DOI: 10.1161/circ.148.suppl_1.19045 ISSN: 0009-7322

Abstract 19045: Detection of Left Ventricular Systolic Dysfunction From PDF Outputs of ECGs Obtained on Wearable Devices

Veer Sangha, Akshay Khunte, Lovedeep S Dhingra, Evangelos K Oikonomou, Rohan Khera
  • Physiology (medical)
  • Cardiology and Cardiovascular Medicine

Background: Left Ventricular Systolic Dysfunction (LVSD) affects 5% of adults with available therapies, but most are diagnosed after the onset of symptoms. AI-ECG tools that detect LVSD from clinical ECGs are not suitable for community screening. Wearable devices offer broad access to ECGs but end users rely on PDF outputs of single-lead data, with limited access to underlying signal data.

Methods: We simulated wearable PDF outputs from commercial wearable devices using lead I data from clinical 12-lead ECGs during 2015-2021. We selected the subset with echocardiography within 15 days of the ECG to define LVSD, based on LVEF < 40%. We developed a model to detect LVSD from wearable-adapted PDF outputs using an EfficientNet-B3 convolutional neural network with self-supervised pretraining. The model deployment pipeline was optimized to segment and process PDF outputs across all commercially available devices as inputs to the model (Fig A & B).

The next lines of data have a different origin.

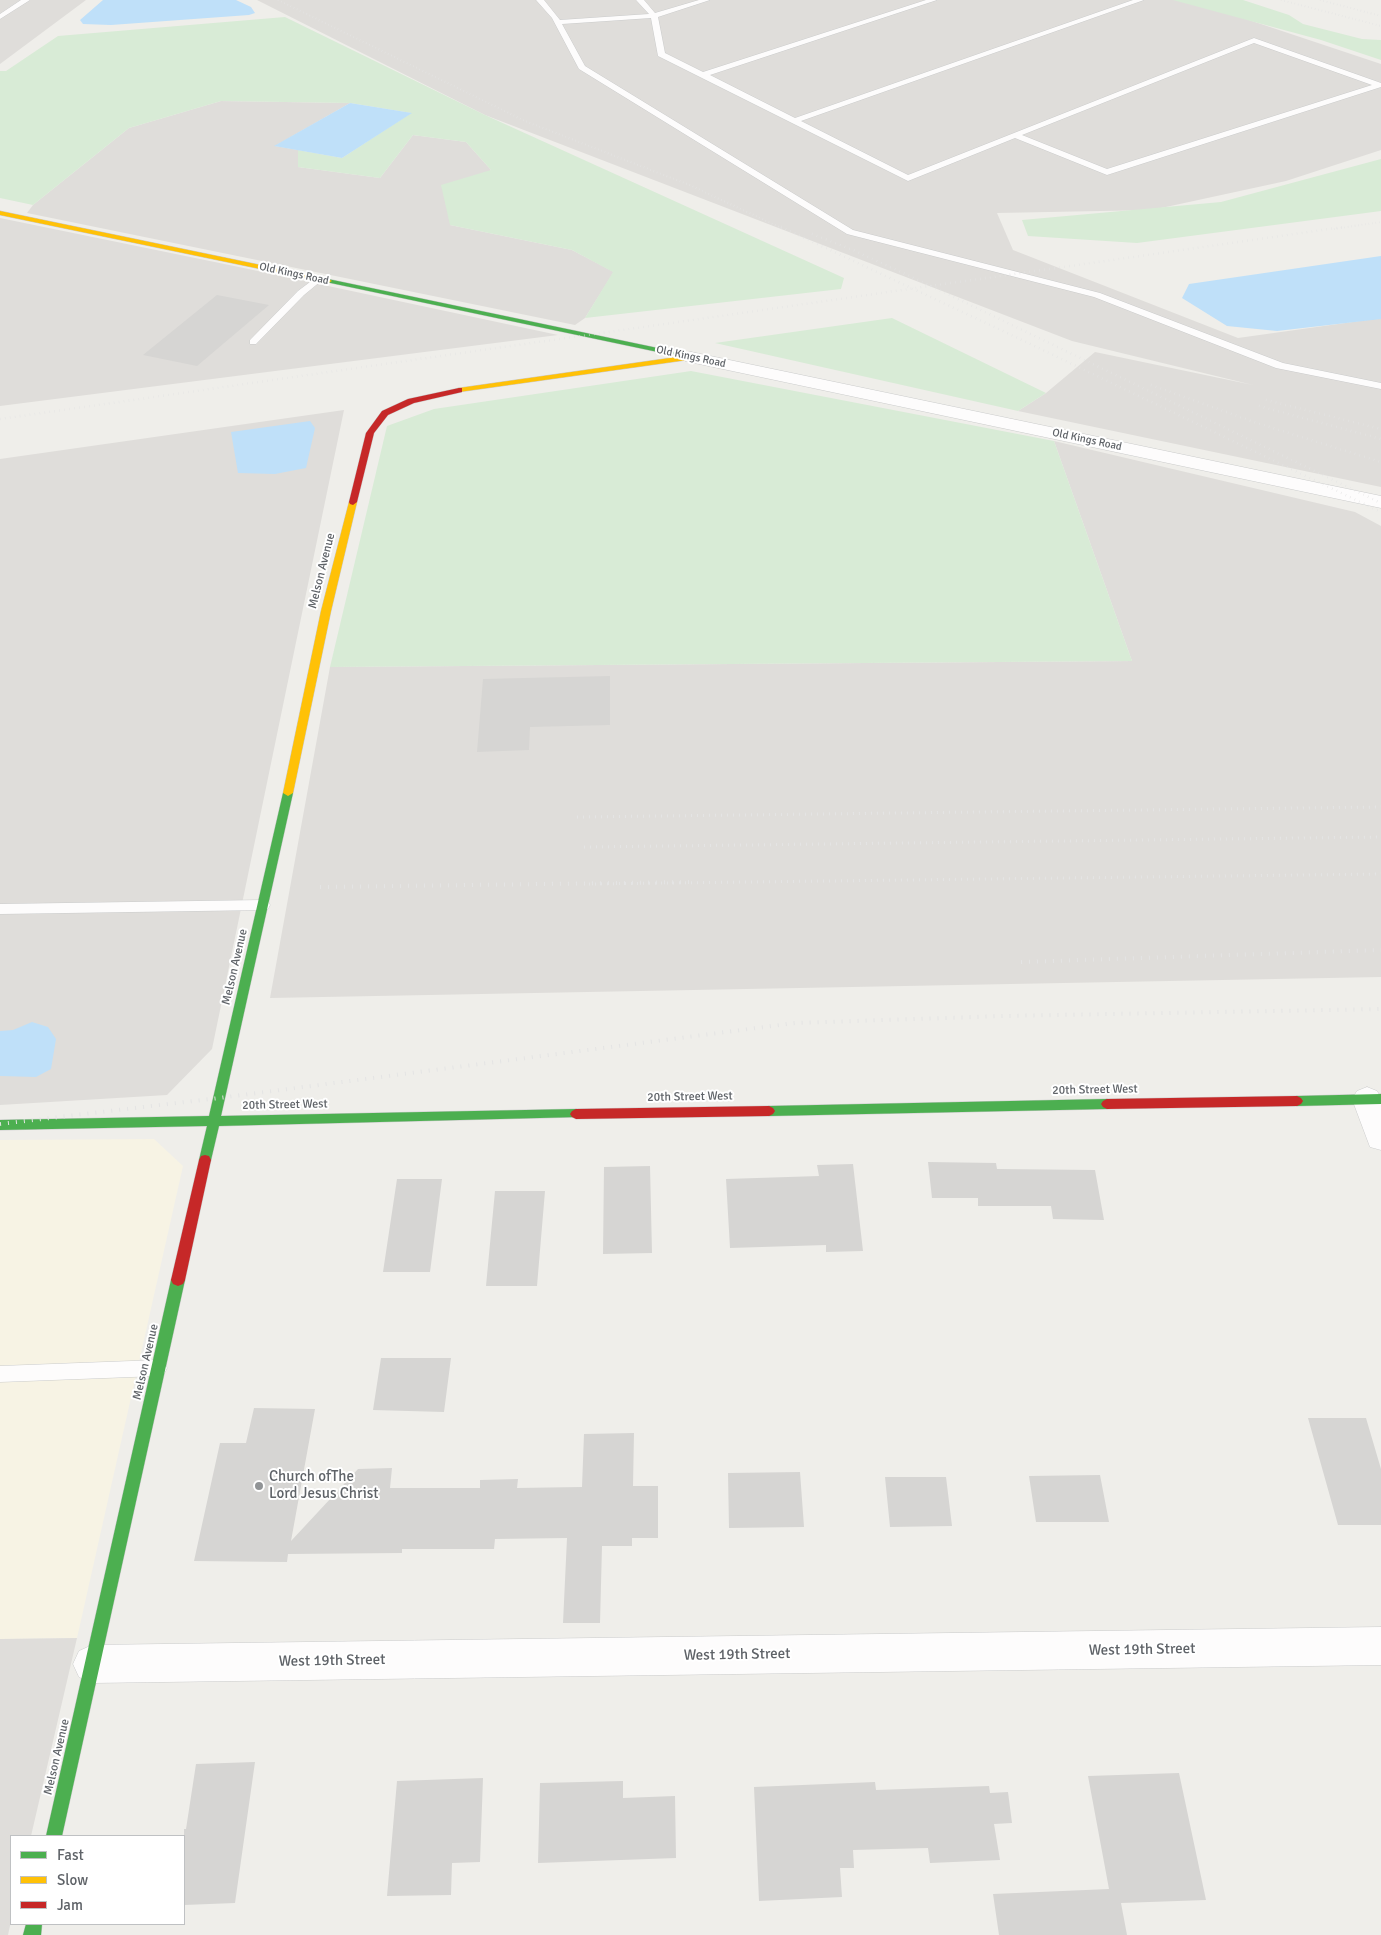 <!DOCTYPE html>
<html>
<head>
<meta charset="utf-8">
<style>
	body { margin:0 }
	#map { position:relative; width:1381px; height:1935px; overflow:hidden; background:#efeeea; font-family:Signika,sans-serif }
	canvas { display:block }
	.legend { position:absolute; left:10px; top:1835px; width:175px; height:90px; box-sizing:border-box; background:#fff; border:1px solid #bfc1c3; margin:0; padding:6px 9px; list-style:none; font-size:15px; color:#5f6368 }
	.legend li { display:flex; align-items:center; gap:10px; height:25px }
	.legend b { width:25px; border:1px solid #bfc1c3 }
</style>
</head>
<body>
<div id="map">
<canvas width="1381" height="1935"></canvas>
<ul class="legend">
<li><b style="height:6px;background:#4caf50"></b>Fast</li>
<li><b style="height:6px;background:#ffc107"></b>Slow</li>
<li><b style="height:6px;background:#c62828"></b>Jam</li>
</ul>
</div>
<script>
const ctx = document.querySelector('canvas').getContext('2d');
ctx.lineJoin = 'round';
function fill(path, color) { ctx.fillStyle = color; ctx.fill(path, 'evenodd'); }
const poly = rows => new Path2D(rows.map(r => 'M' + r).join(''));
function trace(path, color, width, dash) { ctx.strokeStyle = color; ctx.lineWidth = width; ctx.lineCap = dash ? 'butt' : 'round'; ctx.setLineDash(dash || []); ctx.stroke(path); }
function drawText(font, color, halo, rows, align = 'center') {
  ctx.font = font + ' Signika,sans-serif'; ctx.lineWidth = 4; ctx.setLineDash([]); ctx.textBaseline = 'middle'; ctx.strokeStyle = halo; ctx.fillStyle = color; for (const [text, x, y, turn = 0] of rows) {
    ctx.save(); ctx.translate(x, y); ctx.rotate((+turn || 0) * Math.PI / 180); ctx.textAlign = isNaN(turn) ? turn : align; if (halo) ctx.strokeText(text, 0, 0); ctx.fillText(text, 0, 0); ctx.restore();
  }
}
fill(poly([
	[154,1139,183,1166,77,1638,0,1639,0,1140]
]), '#f7f3e4');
fill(poly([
	[0,0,86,0,0,64],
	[257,0,1181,0,1219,10,1381,64,1381,150,1286,181,1152,210,997,213,1013,250,1238,338,1381,318,1381,487,1018,411,1046,393,1095,352,1253,385,1072,341,485,115],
	[221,101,350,103,275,146,298,150,298,167,380,178,413,135,466,142,491,170,450,225,572,250,614,272,585,318,575,325,27,213,33,205,129,128],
	[0,218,239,267,558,335,0,406],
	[344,410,212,1049,167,1095,0,1105,0,459],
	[1054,441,1355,512,1381,526,1381,977,270,998,330,667,1132,661],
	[77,1638,31,1836,11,1836,11,1921,8,1935,0,1935,0,1639]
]), '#dfddda');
fill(poly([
	[1173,0,1243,0,1289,15,1303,24,1362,39,1381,40,1381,60,1321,40],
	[285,17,485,115,844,278,841,289,585,318,613,272,572,250,450,225,441,185,491,170,466,142,413,135,380,178,298,167,298,150,342,158,411,113,350,103,221,101,129,128,33,205,0,198,0,71,6,71,58,36],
	[1381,159,1381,211,1137,243,1028,236,1022,220,1221,202],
	[892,318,1046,393,1018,411,715,343],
	[691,371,1054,441,1132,661,330,667,387,426,434,409]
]), '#d8ebd6');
fill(poly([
	[103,0,236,0,251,7,255,13,249,15,111,25,83,24,80,20],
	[350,103,412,113,342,158,274,146],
	[1381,256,1381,319,1277,331,1227,326,1182,298,1189,284],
	[310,421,315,428,306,468,275,474,238,473,231,432],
	[32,1022,48,1027,56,1039,51,1069,36,1077,0,1076,0,1031,13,1030]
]), '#bfe0f9');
fill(poly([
	[217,295,269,305,197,366,143,355],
	[610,676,610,725,530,727,529,750,477,752,483,679],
	[928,1162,996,1163,997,1169,1095,1170,1104,1220,1053,1219,1051,1206,978,1206,978,1198,932,1198],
	[853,1164,863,1251,826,1252,826,1245,730,1248,726,1179,819,1176,817,1165],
	[650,1166,652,1253,603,1254,604,1167],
	[397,1179,442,1179,430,1272,383,1272],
	[495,1191,545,1191,537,1286,486,1286],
	[381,1358,451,1358,444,1412,373,1410],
	[254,1408,315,1409,291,1541,358,1469,392,1468,390,1488,480,1488,480,1480,518,1479,517,1488,582,1487,584,1434,634,1433,633,1486,658,1486,658,1538,632,1538,632,1546,602,1546,600,1623,563,1623,567,1538,495,1539,494,1549,402,1549,402,1553,288,1554,287,1562,194,1561,220,1443,246,1443],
	[1308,1418,1366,1418,1381,1469,1381,1525,1338,1525],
	[800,1472,804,1527,729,1528,728,1473],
	[1100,1475,1109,1522,1036,1522,1029,1476],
	[885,1477,946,1477,952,1526,890,1527],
	[255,1762,235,1903,184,1905,184,1829,186,1829,196,1764],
	[1179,1773,1206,1900,1121,1903,1127,1935,999,1935,993,1894,1109,1889,1088,1776],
	[483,1778,480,1862,452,1863,451,1895,387,1896,397,1781],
	[623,1781,623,1798,675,1796,676,1858,538,1863,540,1783],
	[875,1782,876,1790,989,1786,990,1793,1008,1792,1012,1823,994,1824,1000,1860,930,1863,928,1848,853,1850,854,1868,840,1868,842,1897,759,1901,754,1787]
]), '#d6d5d3');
const lane = poly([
	[21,0,30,0,0,19,0,14,21,0],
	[536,0,544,0,560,20,649,14,636,0,644,0,655,13,699,0,710,0,658,17,665,53,703,72,926,0,937,0,710,75,795,118,1133,0,1144,0,801,121,908,175,1254,38,1381,83,1381,87,1107,175,1015,138,908,181,658,56,651,18,562,24,585,66,853,230,1100,293,1283,363,1381,383,1381,389,1276,368,1094,297,847,234,579,69,552,18,536,0],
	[1254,43,1372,85,1107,169,1022,135,1254,43],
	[318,276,321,277,321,281,304,295,256,344,250,344,250,340,298,291,318,276],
	[263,900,268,901,270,905,268,909,263,910,0,914,0,904,263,900],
	[158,1360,164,1362,167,1368,164,1374,158,1376,0,1382,0,1366,158,1360]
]);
const street = poly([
	[691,352,1381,496,1381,508,685,361,682,357,685,353,691,352],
	[1367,1087,1377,1091,1381,1098,1381,1150,1370,1147,1352,1099,1357,1091,1367,1087],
	[1381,1627,1381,1665,92,1683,79,1677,73,1664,79,1651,92,1645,1381,1627]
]);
const fast = poly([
	[328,279,672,351,676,353,672,355,326,282,326,280,328,279],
	[288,790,293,793,221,1116,576,1109,580,1111,582,1114,580,1117,219,1126,211,1160,209,1164,205,1165,201,1164,199,1160,207,1126,0,1130,0,1120,209,1116,283,793,288,790],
	[1381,1094,1381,1104,1297,1106,1293,1104,1291,1101,1293,1098,1297,1096,1381,1094],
	[1107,1099,1111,1101,1113,1104,1111,1107,1107,1109,769,1116,765,1114,763,1111,765,1108,769,1106,1107,1099],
	[178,1274,183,1276,185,1280,62,1836,46,1836,171,1280,173,1276,178,1274],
	[26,1924,42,1924,41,1935,23,1935,26,1924]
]);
const slow = poly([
	[0,211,328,279,332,281,328,283,0,215,0,211],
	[691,355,695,357,694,359,459,392,455,390,459,388,691,355],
	[353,499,357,502,331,611,293,793,288,796,283,793,321,611,349,502,353,499]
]);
const jam = poly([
	[459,388,462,388,462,392,414,403,388,415,374,433,357,502,353,505,350,504,349,502,366,433,382,411,408,399,459,388],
	[1297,1096,1301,1098,1303,1101,1301,1104,1297,1106,1107,1109,1103,1107,1101,1104,1103,1101,1107,1099,1297,1096],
	[769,1106,773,1108,775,1111,773,1114,769,1116,576,1119,572,1117,570,1114,572,1111,576,1109,769,1106],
	[205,1155,209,1156,211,1160,185,1280,183,1284,178,1286,173,1284,171,1280,199,1160,201,1156,205,1155]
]);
trace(lane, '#cbcccc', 1);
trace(street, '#cbcccc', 1);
trace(fast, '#cacacb', 1);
trace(slow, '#cacacb', 1);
trace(jam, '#cacacb', 1);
fill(lane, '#fdfcfc');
fill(street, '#fdfcfc');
fill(fast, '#4caf50');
fill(slow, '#ffc107');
fill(jam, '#c62828');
trace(poly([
	[278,0,525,121,692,186,783,229],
	[1281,0,1381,26],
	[1320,0,1381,16],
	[1334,229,1381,222]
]), '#e4e4e4', 2, [0.5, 3]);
trace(poly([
	[781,227,1003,331,1381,512],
	[812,234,853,250,929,285,1381,503],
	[1151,385,1257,423,1381,462],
	[1266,400,1381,429],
	[1259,406,1381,439],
	[0,419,1343,227]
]), '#e4e4e4', 2.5, [0.5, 4.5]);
trace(poly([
	[577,817,1381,807],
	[584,847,1381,837],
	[589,884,1381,874]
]), '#e4e4e4', 3, [1, 5]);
trace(poly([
	[320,887,691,882],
	[1021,962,1381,950],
	[0,1124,219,1098,795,1023,1004,1016,1381,1009]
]), '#e4e4e4', 4, [1, 7]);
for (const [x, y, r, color] of [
	[259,1486,5,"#919496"]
]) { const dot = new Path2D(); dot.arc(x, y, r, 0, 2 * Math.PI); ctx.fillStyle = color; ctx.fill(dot); trace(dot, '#fff', 2); }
drawText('11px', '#5f6368', '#fff', [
	["Old Kings Road",294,274,12],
	["Old Kings Road",691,357,12],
	["Old Kings Road",1087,440,12]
]);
drawText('12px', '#5f6368', '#fff', [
	["Melson Avenue",322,571,-76],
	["Melson Avenue",235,967,-77],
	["20th Street West",1095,1090,-1],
	["20th Street West",690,1097,-1],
	["20th Street West",285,1105,-1],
	["Melson Avenue",146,1362,-77],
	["Melson Avenue",57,1757,-77]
]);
drawText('15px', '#5f6368', '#fff', [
	["Church ofThe",269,1477],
	["Lord Jesus Christ",269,1494]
], 'left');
drawText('15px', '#5f6368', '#fff', [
	["West 19th Street",1142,1650,-1],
	["West 19th Street",737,1655,-1],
	["West 19th Street",332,1661,-1]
]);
</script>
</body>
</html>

Results: 385,601 ECGs with paired echocardiograms were used for model development. In a held-out test set of 11,611 ECGs from unique patients (8.2% with LVEF < 40%) the model demonstrated high discrimination power for detection of LVSD with an AUROC of 0.88, AUPRC of 0.45, sensitivity 0.88, and specificity 0.72. An ECG suggestive of LVSD portended over 18-fold higher odds of LVSD in the held-out set (OR 18.3, 95% CI, 15.0-22.4). It also represents a digital biomarker in those with a false positive vs a true negative prediction at baseline, with a false positive assessment being associated with 3.6-fold (95% CI, 2.97-4.34) increased risk of developing incident LV systolic dysfunction in the future (Fig C).

Conclusions: We developed and validated a deep learning model that can identify LVSD from PDF image outputs of wearable and handheld single-lead devices. This approach broadens access to screening for LVSD to anyone with access to a wearable device with ECG.